**Instructions for the task:** What lines of the material hold the string "position"? Pull each of them out.

**The data:**
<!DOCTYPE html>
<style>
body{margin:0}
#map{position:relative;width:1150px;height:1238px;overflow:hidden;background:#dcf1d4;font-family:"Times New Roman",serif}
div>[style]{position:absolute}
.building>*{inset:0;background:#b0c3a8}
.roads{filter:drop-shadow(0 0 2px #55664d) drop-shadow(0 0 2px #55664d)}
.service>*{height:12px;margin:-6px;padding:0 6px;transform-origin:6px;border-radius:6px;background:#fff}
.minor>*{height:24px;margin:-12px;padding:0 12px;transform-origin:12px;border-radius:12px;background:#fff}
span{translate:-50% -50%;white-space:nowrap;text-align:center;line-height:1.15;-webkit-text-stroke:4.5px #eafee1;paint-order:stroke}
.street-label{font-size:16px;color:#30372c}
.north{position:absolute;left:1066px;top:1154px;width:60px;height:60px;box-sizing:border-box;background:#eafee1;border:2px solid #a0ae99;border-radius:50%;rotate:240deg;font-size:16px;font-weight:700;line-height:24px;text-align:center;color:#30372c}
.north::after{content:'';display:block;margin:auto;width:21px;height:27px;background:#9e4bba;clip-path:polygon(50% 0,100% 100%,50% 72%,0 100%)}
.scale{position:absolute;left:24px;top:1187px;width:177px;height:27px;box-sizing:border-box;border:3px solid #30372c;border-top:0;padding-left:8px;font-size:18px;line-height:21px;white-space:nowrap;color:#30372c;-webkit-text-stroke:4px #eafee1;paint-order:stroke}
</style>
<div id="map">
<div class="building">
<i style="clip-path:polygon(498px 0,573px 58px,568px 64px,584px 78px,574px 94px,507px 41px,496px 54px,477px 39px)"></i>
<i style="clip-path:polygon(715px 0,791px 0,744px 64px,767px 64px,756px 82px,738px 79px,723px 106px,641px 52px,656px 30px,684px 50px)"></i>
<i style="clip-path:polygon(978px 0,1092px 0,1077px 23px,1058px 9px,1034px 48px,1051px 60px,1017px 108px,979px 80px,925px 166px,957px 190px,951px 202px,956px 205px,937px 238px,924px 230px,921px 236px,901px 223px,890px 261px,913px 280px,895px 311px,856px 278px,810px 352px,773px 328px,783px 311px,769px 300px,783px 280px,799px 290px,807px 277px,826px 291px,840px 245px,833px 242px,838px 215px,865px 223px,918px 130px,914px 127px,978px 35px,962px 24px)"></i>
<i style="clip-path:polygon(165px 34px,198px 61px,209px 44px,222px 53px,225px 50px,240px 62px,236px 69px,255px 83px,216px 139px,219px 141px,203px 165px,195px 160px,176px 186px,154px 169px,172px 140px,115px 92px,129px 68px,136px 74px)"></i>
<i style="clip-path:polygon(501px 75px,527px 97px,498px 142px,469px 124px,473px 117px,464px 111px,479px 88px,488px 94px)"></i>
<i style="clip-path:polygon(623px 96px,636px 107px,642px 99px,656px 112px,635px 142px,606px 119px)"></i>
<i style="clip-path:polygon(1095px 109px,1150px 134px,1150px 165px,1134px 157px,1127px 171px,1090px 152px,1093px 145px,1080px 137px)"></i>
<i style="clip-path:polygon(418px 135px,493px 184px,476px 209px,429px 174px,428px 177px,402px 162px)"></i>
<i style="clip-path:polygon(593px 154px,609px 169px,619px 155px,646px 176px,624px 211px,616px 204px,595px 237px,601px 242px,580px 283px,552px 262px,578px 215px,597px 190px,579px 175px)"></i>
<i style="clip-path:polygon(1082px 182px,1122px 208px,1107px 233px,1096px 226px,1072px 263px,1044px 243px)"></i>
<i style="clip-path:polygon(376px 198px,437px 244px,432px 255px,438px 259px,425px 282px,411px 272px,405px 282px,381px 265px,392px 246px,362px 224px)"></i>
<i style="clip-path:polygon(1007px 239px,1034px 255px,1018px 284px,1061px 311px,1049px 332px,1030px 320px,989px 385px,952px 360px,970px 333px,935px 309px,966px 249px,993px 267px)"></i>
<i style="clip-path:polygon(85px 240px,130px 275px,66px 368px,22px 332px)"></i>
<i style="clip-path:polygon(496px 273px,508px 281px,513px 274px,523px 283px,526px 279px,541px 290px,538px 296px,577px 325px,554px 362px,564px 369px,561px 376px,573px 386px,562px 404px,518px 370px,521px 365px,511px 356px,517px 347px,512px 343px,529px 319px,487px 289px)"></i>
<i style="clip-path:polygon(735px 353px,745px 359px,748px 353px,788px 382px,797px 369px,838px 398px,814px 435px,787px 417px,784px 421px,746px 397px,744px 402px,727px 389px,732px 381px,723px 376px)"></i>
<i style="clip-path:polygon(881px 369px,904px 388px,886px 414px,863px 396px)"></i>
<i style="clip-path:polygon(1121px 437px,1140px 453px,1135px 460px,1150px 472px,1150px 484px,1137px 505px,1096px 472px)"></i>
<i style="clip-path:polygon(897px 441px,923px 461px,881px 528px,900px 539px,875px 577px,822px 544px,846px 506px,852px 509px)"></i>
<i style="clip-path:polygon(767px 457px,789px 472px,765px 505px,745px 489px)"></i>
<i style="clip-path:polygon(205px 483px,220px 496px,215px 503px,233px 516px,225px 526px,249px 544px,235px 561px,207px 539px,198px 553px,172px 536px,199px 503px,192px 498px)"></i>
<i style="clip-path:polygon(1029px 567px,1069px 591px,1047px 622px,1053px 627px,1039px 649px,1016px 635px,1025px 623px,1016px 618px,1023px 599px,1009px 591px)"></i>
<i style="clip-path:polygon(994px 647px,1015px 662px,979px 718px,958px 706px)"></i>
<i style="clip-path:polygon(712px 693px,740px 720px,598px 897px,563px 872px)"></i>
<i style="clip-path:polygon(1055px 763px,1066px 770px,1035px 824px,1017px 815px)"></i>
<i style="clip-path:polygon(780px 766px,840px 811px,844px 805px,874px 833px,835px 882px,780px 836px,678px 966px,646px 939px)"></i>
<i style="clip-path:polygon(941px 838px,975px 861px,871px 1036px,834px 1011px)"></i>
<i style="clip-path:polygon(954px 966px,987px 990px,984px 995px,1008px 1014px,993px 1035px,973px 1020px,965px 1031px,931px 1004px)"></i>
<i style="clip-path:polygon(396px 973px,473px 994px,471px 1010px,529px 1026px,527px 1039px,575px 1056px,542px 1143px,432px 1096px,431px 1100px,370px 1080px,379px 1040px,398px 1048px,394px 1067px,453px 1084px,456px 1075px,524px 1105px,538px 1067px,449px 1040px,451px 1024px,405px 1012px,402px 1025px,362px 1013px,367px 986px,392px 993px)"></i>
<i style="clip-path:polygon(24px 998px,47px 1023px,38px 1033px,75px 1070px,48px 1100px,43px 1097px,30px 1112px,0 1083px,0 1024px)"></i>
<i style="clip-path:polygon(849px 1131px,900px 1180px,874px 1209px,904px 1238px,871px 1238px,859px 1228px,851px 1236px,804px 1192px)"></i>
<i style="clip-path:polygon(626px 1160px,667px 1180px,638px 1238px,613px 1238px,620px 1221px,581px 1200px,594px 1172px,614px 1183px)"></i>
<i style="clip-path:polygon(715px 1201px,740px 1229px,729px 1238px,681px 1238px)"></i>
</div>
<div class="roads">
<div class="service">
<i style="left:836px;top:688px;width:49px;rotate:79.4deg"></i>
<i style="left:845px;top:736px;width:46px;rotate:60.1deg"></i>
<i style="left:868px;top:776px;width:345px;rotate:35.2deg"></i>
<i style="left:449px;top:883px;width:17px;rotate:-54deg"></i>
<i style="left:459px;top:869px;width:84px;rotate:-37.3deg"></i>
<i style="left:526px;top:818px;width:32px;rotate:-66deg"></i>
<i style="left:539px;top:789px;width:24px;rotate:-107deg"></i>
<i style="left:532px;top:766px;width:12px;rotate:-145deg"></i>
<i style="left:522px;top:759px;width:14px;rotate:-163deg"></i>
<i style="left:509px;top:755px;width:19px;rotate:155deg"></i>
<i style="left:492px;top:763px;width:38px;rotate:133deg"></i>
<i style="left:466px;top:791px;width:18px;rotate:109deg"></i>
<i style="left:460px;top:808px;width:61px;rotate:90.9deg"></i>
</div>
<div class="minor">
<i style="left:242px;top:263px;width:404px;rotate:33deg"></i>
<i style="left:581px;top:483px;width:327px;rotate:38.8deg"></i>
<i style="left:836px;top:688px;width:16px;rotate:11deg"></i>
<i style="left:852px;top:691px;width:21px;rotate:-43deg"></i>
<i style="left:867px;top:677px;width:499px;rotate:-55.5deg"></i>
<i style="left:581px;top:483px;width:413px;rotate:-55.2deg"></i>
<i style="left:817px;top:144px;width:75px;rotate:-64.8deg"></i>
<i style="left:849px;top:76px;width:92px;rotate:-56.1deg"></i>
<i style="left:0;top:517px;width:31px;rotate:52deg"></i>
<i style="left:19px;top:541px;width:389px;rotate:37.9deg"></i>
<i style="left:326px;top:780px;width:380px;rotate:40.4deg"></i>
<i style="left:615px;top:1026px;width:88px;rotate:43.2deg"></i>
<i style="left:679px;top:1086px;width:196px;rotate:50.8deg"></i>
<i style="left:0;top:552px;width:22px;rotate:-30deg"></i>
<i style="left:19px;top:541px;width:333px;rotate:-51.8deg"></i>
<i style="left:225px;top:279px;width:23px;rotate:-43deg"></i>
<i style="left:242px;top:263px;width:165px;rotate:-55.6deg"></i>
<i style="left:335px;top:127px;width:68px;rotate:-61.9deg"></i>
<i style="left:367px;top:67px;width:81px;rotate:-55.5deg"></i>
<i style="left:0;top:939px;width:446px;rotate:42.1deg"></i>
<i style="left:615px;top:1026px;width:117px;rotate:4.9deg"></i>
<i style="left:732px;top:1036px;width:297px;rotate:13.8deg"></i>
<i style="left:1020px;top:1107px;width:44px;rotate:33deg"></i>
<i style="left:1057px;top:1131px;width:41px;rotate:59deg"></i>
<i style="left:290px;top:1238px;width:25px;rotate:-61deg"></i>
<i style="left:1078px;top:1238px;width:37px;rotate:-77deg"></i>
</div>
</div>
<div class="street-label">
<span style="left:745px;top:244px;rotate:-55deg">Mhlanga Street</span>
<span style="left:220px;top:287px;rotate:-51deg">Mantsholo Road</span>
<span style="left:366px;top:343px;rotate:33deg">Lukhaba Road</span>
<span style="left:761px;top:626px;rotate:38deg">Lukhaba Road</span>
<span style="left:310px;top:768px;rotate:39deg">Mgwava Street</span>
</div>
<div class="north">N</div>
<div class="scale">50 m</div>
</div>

**Response below:**
#map{position:relative;width:1150px;height:1238px;overflow:hidden;background:#dcf1d4;font-family:"Times New Roman",serif}
div>[style]{position:absolute}
.north{position:absolute;left:1066px;top:1154px;width:60px;height:60px;box-sizing:border-box;background:#eafee1;border:2px solid #a0ae99;border-radius:50%;rotate:240deg;font-size:16px;font-weight:700;line-height:24px;text-align:center;color:#30372c}
.scale{position:absolute;left:24px;top:1187px;width:177px;height:27px;box-sizing:border-box;border:3px solid #30372c;border-top:0;padding-left:8px;font-size:18px;line-height:21px;white-space:nowrap;color:#30372c;-webkit-text-stroke:4px #eafee1;paint-order:stroke}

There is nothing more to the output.